Your answer must be the lines from the start of the records through the line with "Enumerate all labels, symbols", exactly as written, without the pictures.

◆ Study material:
________________________
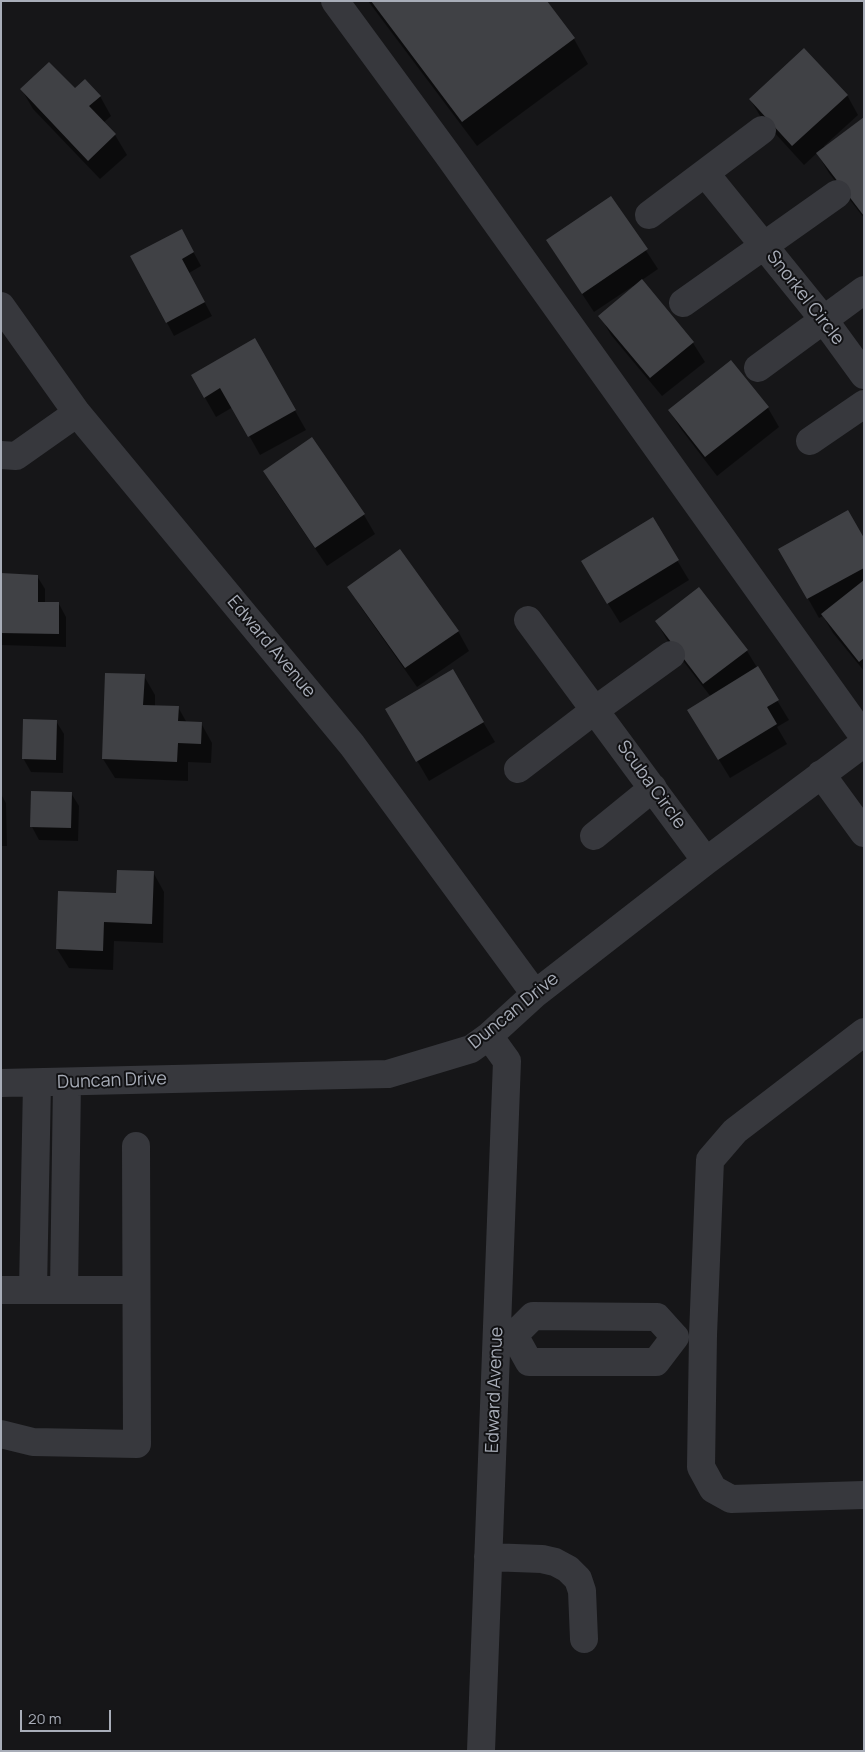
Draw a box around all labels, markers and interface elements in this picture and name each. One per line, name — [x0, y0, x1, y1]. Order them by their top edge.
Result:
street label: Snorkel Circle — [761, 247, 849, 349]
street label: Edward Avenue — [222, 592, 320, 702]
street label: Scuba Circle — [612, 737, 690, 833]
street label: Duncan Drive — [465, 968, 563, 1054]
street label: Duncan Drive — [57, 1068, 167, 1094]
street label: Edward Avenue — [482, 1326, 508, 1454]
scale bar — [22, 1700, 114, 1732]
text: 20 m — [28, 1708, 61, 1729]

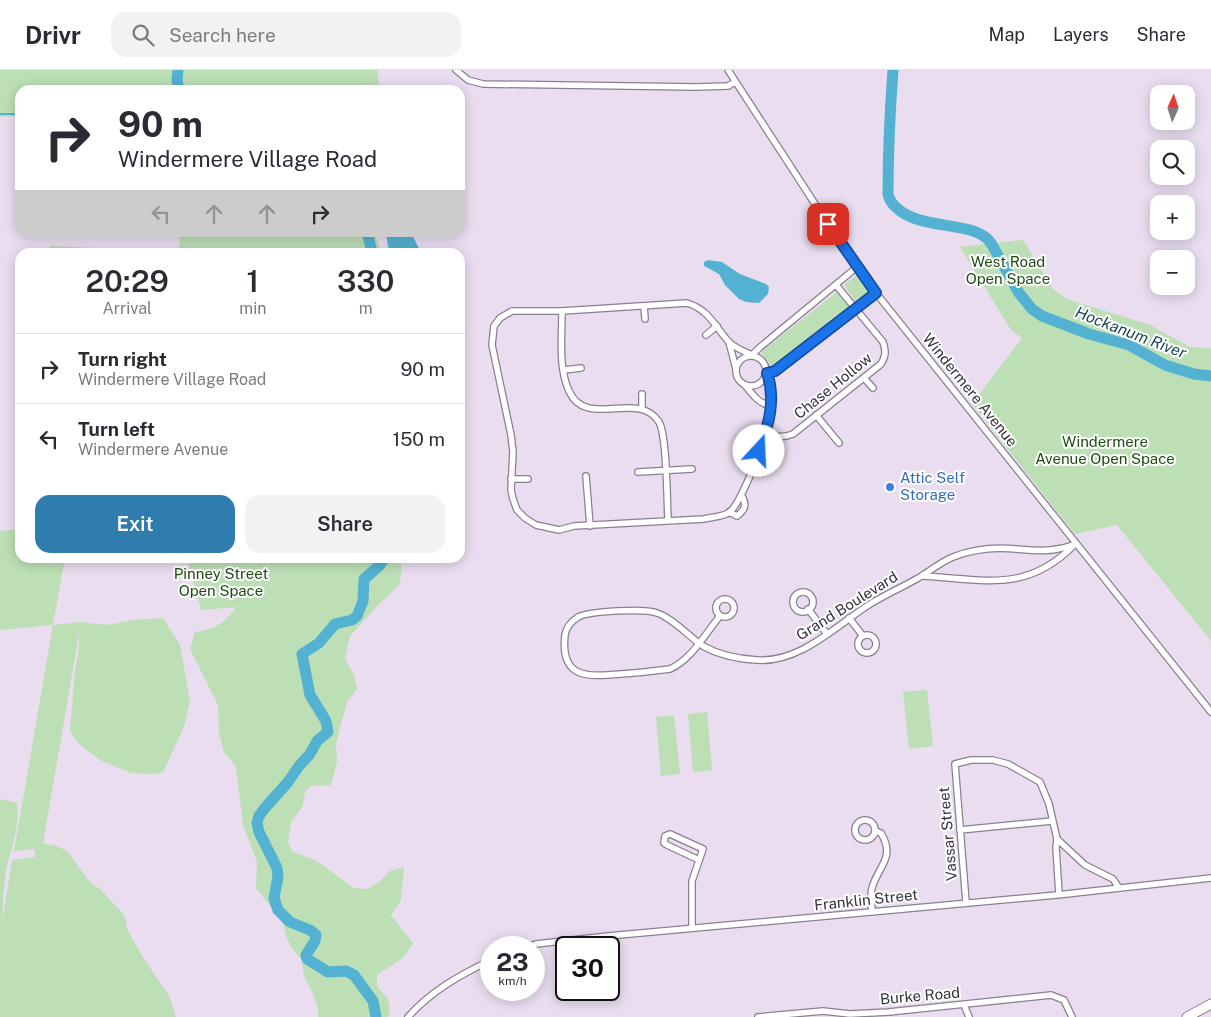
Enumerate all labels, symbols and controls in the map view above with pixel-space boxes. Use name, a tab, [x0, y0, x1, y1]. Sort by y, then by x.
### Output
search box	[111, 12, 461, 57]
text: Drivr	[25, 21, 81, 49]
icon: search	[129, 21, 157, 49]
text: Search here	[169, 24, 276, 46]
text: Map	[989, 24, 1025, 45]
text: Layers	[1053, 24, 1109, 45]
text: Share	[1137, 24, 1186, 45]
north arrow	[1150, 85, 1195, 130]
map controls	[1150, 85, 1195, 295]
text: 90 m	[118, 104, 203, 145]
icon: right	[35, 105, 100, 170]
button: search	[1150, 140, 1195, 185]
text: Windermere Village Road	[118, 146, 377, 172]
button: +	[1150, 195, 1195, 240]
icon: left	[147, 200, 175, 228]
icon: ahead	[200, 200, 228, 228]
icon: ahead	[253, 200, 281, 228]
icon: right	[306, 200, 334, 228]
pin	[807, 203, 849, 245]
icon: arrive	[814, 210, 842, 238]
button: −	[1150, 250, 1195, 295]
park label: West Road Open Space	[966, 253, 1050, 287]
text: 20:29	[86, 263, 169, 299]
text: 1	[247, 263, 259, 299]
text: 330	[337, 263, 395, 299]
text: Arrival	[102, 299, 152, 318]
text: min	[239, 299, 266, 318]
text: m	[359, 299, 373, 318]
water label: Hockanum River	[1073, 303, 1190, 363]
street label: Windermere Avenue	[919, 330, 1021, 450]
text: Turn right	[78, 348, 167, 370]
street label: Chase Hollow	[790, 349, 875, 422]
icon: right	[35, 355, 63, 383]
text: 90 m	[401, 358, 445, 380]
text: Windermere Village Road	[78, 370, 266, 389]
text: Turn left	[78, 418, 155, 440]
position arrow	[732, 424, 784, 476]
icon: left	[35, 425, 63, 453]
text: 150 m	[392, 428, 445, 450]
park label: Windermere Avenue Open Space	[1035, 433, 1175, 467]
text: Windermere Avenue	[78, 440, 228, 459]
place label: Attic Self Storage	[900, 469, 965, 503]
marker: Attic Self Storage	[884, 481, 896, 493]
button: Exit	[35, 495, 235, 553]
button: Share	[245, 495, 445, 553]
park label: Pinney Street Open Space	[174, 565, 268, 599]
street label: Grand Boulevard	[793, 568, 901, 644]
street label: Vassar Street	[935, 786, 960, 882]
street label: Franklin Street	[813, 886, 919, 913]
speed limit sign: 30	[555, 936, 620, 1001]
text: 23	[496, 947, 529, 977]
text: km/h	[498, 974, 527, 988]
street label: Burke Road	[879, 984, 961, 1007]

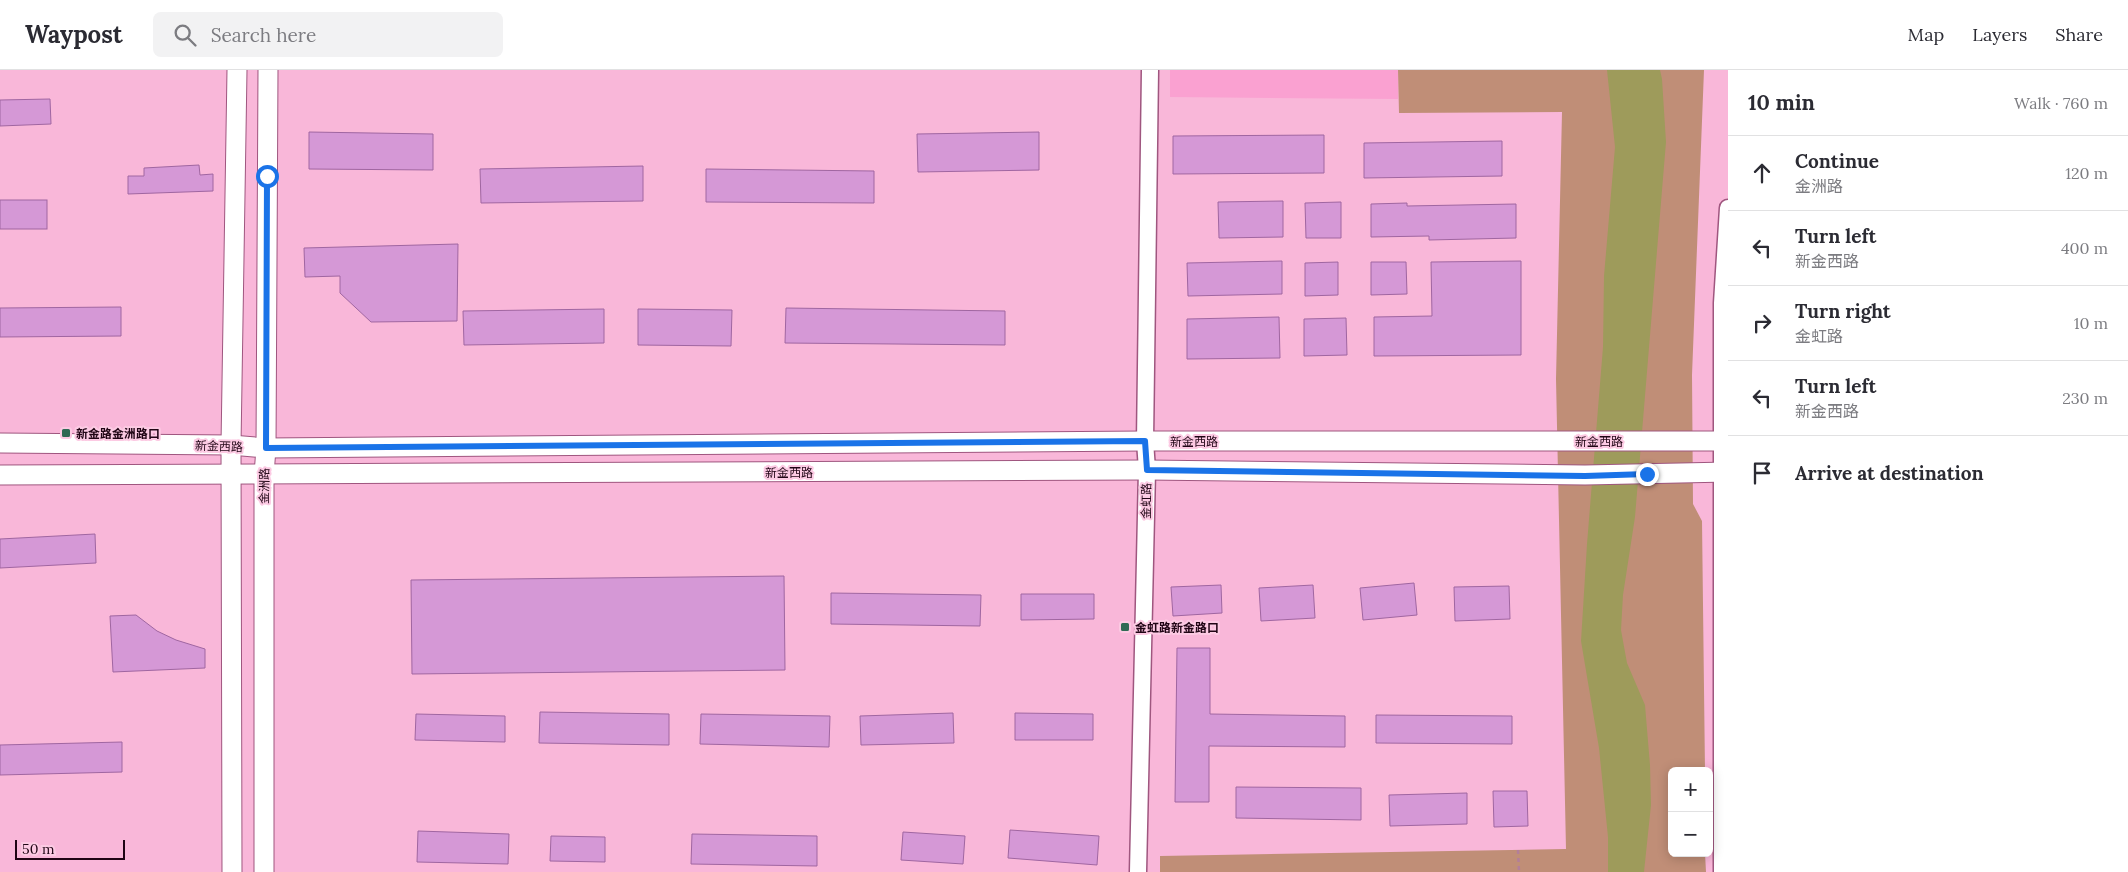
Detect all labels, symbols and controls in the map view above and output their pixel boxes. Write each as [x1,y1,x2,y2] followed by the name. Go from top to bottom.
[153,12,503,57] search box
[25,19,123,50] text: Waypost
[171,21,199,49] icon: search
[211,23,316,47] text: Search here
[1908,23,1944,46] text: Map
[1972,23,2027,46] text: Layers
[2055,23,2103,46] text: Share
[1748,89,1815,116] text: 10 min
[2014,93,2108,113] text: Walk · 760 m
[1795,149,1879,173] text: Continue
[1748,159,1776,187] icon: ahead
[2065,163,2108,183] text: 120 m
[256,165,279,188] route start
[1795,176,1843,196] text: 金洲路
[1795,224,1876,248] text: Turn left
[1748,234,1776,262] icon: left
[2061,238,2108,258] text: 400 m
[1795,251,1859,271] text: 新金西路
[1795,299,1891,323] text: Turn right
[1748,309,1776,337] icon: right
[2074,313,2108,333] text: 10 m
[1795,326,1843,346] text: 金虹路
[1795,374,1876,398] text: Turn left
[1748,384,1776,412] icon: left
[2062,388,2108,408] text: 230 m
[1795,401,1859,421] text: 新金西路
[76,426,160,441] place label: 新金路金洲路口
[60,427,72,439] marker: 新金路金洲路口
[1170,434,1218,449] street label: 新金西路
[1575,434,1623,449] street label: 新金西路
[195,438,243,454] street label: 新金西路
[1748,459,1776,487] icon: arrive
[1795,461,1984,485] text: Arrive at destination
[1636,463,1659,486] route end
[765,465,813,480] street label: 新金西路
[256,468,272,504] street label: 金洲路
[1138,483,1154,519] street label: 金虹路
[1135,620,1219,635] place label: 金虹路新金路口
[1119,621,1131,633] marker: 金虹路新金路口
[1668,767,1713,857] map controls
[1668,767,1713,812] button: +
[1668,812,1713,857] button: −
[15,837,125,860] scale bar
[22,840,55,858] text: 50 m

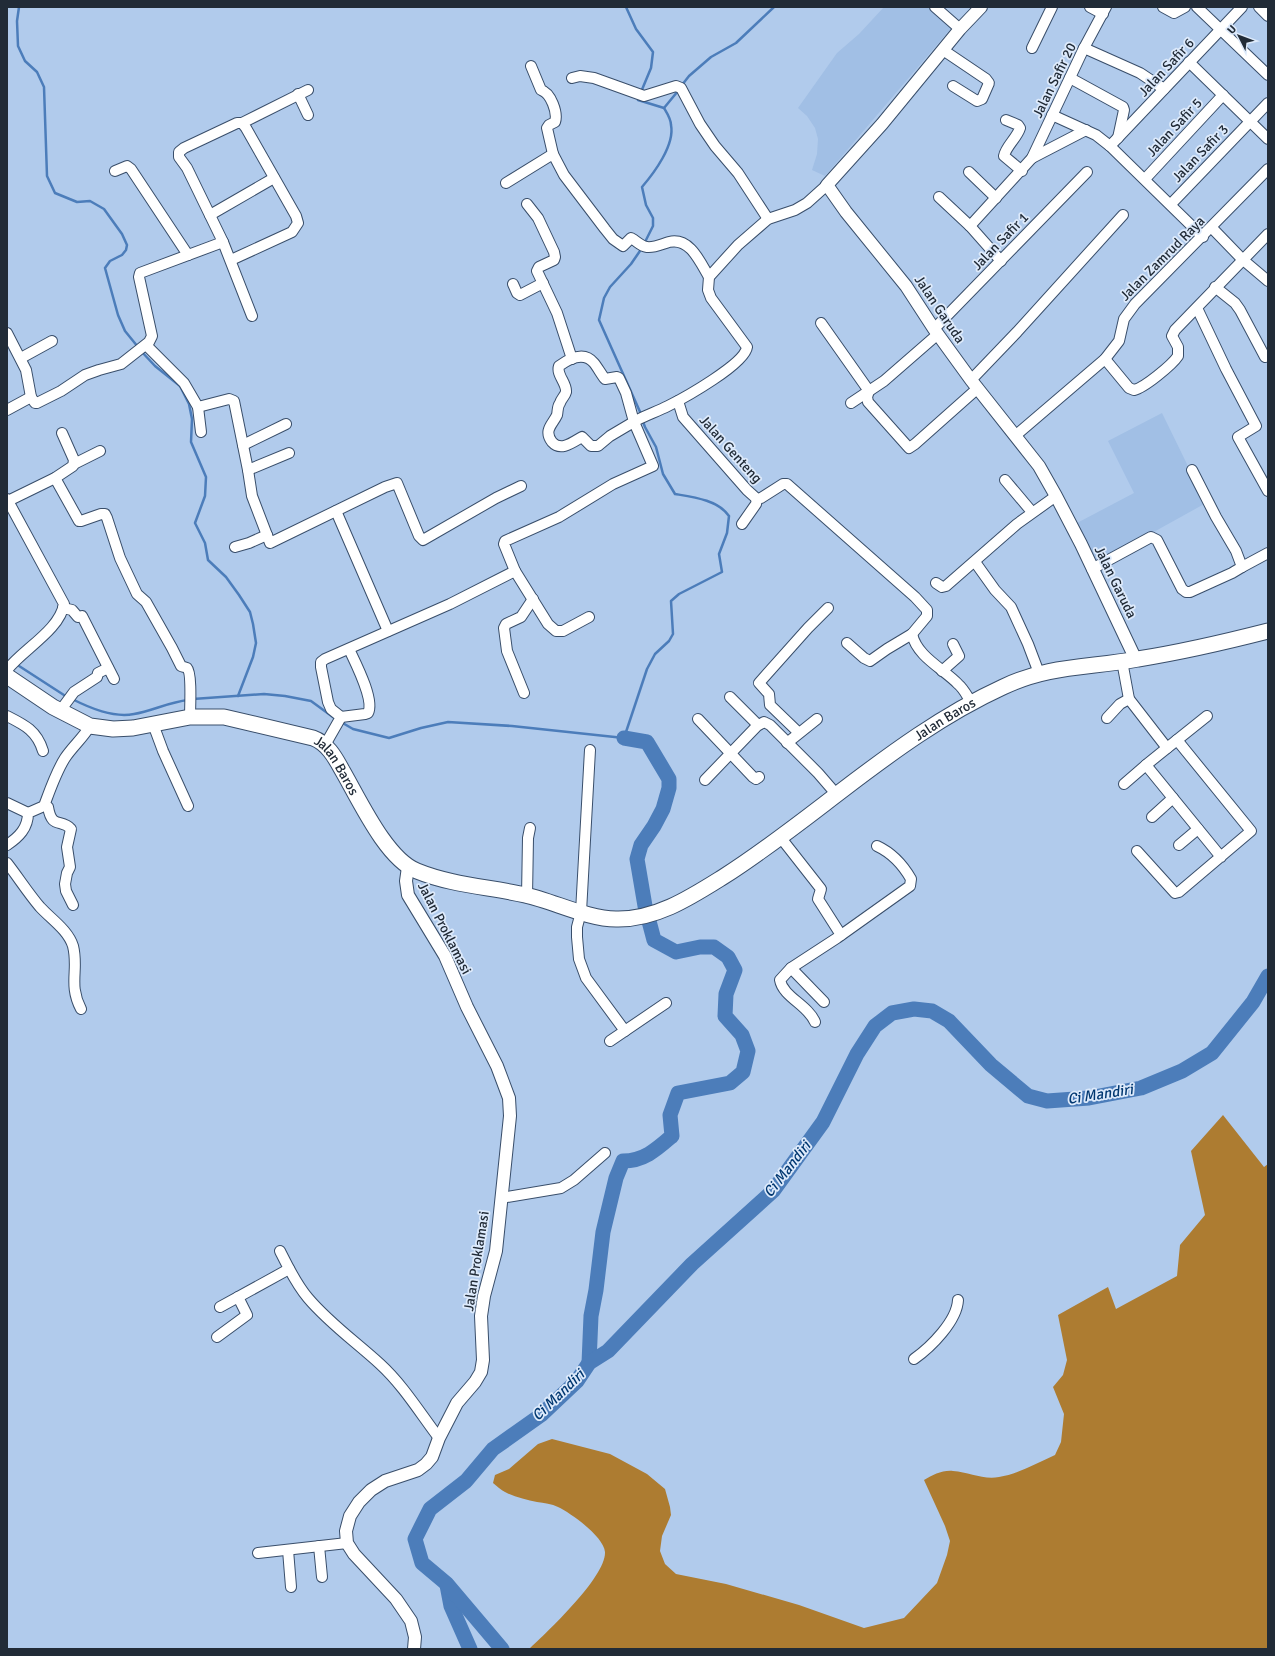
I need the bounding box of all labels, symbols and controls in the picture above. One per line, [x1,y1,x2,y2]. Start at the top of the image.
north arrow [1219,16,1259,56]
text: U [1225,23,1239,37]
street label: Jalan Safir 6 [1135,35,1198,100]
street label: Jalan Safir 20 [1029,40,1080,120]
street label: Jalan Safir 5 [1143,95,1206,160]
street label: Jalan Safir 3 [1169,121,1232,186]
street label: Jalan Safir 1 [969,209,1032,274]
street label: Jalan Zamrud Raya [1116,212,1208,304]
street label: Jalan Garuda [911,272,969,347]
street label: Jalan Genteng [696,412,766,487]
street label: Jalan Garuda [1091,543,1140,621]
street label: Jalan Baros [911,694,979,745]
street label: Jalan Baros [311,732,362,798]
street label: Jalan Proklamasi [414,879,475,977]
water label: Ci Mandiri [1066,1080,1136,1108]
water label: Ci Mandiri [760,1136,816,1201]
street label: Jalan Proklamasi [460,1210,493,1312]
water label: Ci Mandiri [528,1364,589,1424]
________________________
◆ Answer to the problem:
Draw a box around all labels, markers and interface elements in this picture and name each. One per line, name — [x0, y0, x1, y1]. Order them by their top edge.
Result:
street label: Snorkel Circle — [761, 247, 849, 349]
street label: Edward Avenue — [222, 592, 320, 702]
street label: Scuba Circle — [612, 737, 690, 833]
street label: Duncan Drive — [465, 968, 563, 1054]
street label: Duncan Drive — [57, 1068, 167, 1094]
street label: Edward Avenue — [482, 1326, 508, 1454]
scale bar — [22, 1700, 114, 1732]
text: 20 m — [28, 1708, 61, 1729]

Enumerate all labels, symbols and controls in the map view above with pixel-space boxes. Use name, a tab, [x0, y0, x1, y1]. Sort by y, then by x.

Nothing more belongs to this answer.